(Items from a data source)
┌──
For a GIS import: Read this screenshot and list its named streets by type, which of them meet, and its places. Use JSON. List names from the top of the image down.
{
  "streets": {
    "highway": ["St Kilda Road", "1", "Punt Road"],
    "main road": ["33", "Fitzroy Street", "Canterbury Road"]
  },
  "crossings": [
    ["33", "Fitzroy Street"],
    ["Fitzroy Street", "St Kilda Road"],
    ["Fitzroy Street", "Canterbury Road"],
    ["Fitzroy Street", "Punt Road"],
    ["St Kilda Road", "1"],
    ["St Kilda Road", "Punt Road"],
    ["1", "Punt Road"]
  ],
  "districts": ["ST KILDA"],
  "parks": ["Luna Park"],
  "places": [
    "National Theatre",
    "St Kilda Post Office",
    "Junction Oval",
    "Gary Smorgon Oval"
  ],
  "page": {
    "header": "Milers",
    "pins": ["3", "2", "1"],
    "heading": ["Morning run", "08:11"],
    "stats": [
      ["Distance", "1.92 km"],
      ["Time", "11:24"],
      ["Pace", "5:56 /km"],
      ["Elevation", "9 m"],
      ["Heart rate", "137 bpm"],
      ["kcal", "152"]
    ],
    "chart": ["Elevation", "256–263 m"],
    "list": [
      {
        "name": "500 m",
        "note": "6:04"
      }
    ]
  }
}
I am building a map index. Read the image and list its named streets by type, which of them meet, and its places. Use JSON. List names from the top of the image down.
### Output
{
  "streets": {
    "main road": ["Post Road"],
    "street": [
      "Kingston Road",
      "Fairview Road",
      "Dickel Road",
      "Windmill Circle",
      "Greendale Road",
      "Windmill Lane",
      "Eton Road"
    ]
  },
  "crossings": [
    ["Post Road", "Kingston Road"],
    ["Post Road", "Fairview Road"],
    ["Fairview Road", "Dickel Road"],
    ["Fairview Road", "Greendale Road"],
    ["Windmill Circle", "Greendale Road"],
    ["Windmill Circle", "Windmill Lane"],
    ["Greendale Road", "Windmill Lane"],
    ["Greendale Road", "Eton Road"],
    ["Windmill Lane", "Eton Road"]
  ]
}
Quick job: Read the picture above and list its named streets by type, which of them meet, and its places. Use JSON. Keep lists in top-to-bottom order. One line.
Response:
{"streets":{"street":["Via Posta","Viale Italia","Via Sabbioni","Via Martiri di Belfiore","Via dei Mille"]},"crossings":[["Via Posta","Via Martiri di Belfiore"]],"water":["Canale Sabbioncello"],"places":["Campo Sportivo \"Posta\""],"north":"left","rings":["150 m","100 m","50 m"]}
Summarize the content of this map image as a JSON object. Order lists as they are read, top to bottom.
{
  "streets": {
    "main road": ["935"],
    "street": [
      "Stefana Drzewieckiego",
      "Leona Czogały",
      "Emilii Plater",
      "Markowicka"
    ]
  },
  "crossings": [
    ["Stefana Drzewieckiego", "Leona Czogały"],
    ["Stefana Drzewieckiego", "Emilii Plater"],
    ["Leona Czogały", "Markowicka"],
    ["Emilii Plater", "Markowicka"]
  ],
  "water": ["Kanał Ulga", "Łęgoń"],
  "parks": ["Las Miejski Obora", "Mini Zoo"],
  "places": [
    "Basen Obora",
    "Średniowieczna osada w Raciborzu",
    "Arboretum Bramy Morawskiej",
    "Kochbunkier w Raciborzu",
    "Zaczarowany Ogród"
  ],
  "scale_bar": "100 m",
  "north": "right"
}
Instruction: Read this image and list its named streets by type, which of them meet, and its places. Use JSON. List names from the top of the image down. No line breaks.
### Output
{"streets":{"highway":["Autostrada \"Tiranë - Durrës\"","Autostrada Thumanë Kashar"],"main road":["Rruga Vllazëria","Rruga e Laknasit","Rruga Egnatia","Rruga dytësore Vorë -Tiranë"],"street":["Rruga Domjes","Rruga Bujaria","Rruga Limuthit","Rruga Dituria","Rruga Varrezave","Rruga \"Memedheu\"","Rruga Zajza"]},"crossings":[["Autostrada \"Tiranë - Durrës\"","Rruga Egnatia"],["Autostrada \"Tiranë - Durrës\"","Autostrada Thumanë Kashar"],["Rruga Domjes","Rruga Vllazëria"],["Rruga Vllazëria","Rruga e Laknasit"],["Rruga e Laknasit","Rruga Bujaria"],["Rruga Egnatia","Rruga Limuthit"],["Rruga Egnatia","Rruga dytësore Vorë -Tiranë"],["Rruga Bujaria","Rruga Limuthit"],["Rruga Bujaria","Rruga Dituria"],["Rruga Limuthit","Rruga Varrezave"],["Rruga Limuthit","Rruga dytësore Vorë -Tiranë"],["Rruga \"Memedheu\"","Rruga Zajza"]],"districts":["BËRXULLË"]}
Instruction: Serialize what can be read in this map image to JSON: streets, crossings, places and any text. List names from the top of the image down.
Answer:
└──
**PROBLEM TO WORK ON**: Retype the records above so that nothing differs from the original.

**SOLUTION FOR THIS EXERCISE**:
For a GIS import: Read this screenshot and list its named streets by type, which of them meet, and its places. Use JSON. List names from the top of the image down.
{
  "streets": {
    "highway": ["St Kilda Road", "1", "Punt Road"],
    "main road": ["33", "Fitzroy Street", "Canterbury Road"]
  },
  "crossings": [
    ["33", "Fitzroy Street"],
    ["Fitzroy Street", "St Kilda Road"],
    ["Fitzroy Street", "Canterbury Road"],
    ["Fitzroy Street", "Punt Road"],
    ["St Kilda Road", "1"],
    ["St Kilda Road", "Punt Road"],
    ["1", "Punt Road"]
  ],
  "districts": ["ST KILDA"],
  "parks": ["Luna Park"],
  "places": [
    "National Theatre",
    "St Kilda Post Office",
    "Junction Oval",
    "Gary Smorgon Oval"
  ],
  "page": {
    "header": "Milers",
    "pins": ["3", "2", "1"],
    "heading": ["Morning run", "08:11"],
    "stats": [
      ["Distance", "1.92 km"],
      ["Time", "11:24"],
      ["Pace", "5:56 /km"],
      ["Elevation", "9 m"],
      ["Heart rate", "137 bpm"],
      ["kcal", "152"]
    ],
    "chart": ["Elevation", "256–263 m"],
    "list": [
      {
        "name": "500 m",
        "note": "6:04"
      }
    ]
  }
}
I am building a map index. Read the image and list its named streets by type, which of them meet, and its places. Use JSON. List names from the top of the image down.
### Output
{
  "streets": {
    "main road": ["Post Road"],
    "street": [
      "Kingston Road",
      "Fairview Road",
      "Dickel Road",
      "Windmill Circle",
      "Greendale Road",
      "Windmill Lane",
      "Eton Road"
    ]
  },
  "crossings": [
    ["Post Road", "Kingston Road"],
    ["Post Road", "Fairview Road"],
    ["Fairview Road", "Dickel Road"],
    ["Fairview Road", "Greendale Road"],
    ["Windmill Circle", "Greendale Road"],
    ["Windmill Circle", "Windmill Lane"],
    ["Greendale Road", "Windmill Lane"],
    ["Greendale Road", "Eton Road"],
    ["Windmill Lane", "Eton Road"]
  ]
}
Quick job: Read the picture above and list its named streets by type, which of them meet, and its places. Use JSON. Keep lists in top-to-bottom order. One line.
Response:
{"streets":{"street":["Via Posta","Viale Italia","Via Sabbioni","Via Martiri di Belfiore","Via dei Mille"]},"crossings":[["Via Posta","Via Martiri di Belfiore"]],"water":["Canale Sabbioncello"],"places":["Campo Sportivo \"Posta\""],"north":"left","rings":["150 m","100 m","50 m"]}
Summarize the content of this map image as a JSON object. Order lists as they are read, top to bottom.
{
  "streets": {
    "main road": ["935"],
    "street": [
      "Stefana Drzewieckiego",
      "Leona Czogały",
      "Emilii Plater",
      "Markowicka"
    ]
  },
  "crossings": [
    ["Stefana Drzewieckiego", "Leona Czogały"],
    ["Stefana Drzewieckiego", "Emilii Plater"],
    ["Leona Czogały", "Markowicka"],
    ["Emilii Plater", "Markowicka"]
  ],
  "water": ["Kanał Ulga", "Łęgoń"],
  "parks": ["Las Miejski Obora", "Mini Zoo"],
  "places": [
    "Basen Obora",
    "Średniowieczna osada w Raciborzu",
    "Arboretum Bramy Morawskiej",
    "Kochbunkier w Raciborzu",
    "Zaczarowany Ogród"
  ],
  "scale_bar": "100 m",
  "north": "right"
}
Instruction: Read this image and list its named streets by type, which of them meet, and its places. Use JSON. List names from the top of the image down. No line breaks.
### Output
{"streets":{"highway":["Autostrada \"Tiranë - Durrës\"","Autostrada Thumanë Kashar"],"main road":["Rruga Vllazëria","Rruga e Laknasit","Rruga Egnatia","Rruga dytësore Vorë -Tiranë"],"street":["Rruga Domjes","Rruga Bujaria","Rruga Limuthit","Rruga Dituria","Rruga Varrezave","Rruga \"Memedheu\"","Rruga Zajza"]},"crossings":[["Autostrada \"Tiranë - Durrës\"","Rruga Egnatia"],["Autostrada \"Tiranë - Durrës\"","Autostrada Thumanë Kashar"],["Rruga Domjes","Rruga Vllazëria"],["Rruga Vllazëria","Rruga e Laknasit"],["Rruga e Laknasit","Rruga Bujaria"],["Rruga Egnatia","Rruga Limuthit"],["Rruga Egnatia","Rruga dytësore Vorë -Tiranë"],["Rruga Bujaria","Rruga Limuthit"],["Rruga Bujaria","Rruga Dituria"],["Rruga Limuthit","Rruga Varrezave"],["Rruga Limuthit","Rruga dytësore Vorë -Tiranë"],["Rruga \"Memedheu\"","Rruga Zajza"]],"districts":["BËRXULLË"]}
Instruction: Serialize what can be read in this map image to JSON: streets, crossings, places and any text. List names from the top of the image down.
Answer:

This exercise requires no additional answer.